One of the questions school counselors are asked on the Common Application School Report forms (and many individual college applications) is the difficulty of your teen's course load, compared to other college-bound students at their high school. Why? Colleges are essentially looking to see how much your teen has pushed themselves and where your teen stands. This provides the foundation for the question: “Should I take advanced courses, even if my grades will go down, or should I take regular-level courses and get straight A’s?” Part of the college plan has to be about balance. VERY Few selective colleges will excuse several C grades, even if they take hard classes. Likewise, doing so much homework and taking such difficult courses that your teen loses sleep, drops activities, and is overcome by stress is not only unhealthy, but it also comes across negatively in your teen's application. Overextending like that doesn't help them get into college.
Even the best college plan doesn't always get your teen the classes they want.

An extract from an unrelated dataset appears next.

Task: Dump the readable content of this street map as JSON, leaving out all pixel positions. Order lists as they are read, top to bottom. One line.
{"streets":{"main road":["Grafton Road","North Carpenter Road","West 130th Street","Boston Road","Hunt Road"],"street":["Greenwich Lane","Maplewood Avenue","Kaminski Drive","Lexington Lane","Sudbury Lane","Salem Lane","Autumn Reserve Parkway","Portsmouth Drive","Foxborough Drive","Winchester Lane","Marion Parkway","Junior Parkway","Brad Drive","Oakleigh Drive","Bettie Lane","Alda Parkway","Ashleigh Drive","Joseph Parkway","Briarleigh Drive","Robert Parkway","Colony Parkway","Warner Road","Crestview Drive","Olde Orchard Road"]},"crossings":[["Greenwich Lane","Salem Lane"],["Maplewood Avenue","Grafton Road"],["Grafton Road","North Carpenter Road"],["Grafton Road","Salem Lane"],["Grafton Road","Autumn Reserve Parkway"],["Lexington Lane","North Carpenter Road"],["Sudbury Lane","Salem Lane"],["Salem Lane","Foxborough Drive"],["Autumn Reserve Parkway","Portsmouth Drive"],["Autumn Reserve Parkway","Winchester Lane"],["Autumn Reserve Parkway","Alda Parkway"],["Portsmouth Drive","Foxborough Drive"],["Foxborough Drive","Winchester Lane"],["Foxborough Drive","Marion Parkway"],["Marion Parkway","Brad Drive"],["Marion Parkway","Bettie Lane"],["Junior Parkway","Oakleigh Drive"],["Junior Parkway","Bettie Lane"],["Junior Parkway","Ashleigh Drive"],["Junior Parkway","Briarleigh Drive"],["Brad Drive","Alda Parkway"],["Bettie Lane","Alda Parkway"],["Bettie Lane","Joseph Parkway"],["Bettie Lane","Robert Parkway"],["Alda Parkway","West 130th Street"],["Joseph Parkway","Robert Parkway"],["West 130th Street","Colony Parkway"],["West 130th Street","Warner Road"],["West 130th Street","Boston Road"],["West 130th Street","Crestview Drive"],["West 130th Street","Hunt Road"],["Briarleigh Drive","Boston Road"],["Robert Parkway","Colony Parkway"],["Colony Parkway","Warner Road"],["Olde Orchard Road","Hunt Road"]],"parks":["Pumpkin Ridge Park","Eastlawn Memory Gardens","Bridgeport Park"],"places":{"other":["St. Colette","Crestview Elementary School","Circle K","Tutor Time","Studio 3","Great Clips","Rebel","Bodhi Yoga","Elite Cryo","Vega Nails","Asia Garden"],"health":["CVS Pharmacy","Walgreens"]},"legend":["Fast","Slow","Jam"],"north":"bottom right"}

Sometimes they may not be able to take the classes they want, either because their schedule is too busy, or because the school does not offer them or it doesn’t fit the schedule. Don’t panic! They can use summers, as well as local community colleges, to expand their academic transcript. Many community colleges allow high school students to take an evening, weekend, and summer classes, or if you are homeschooled, or if they have a 1/2 day in Senior year, take them during the day. Your teen can take high-level courses and earn college credit while showing initiative! It sounds silly, but they are “going to college” in order to “go to college”!
Summer school programs, such as those on college campuses, at private boarding schools, or at local high schools, can be part of their college prep. Such programs can help add courses or move ahead for the following year. So if your teen is a junior in algebra II this year and wants to move ahead to calculus, they could possibly take a pre-calculus class during the summer. (Just get your high school’s school’s approval first.) (Side note re summer camps at colleges for high school students that cost $$$$.: This is about learning and broadening their horizons. Attending these camps puts $ in the college pocket. It does NOT increase your teen’s chances of acceptance at said college.)
Taking harder courses they’ll be better prepared for college and more likely to succeed, from the beginning. Taking demanding courses throughout high school will help your teen build credentials for college. Such academic high school to college planning helps to structure applications and interviews around their curriculum and additional academic activities in order to help colleges understand their strengths, interests, and goals.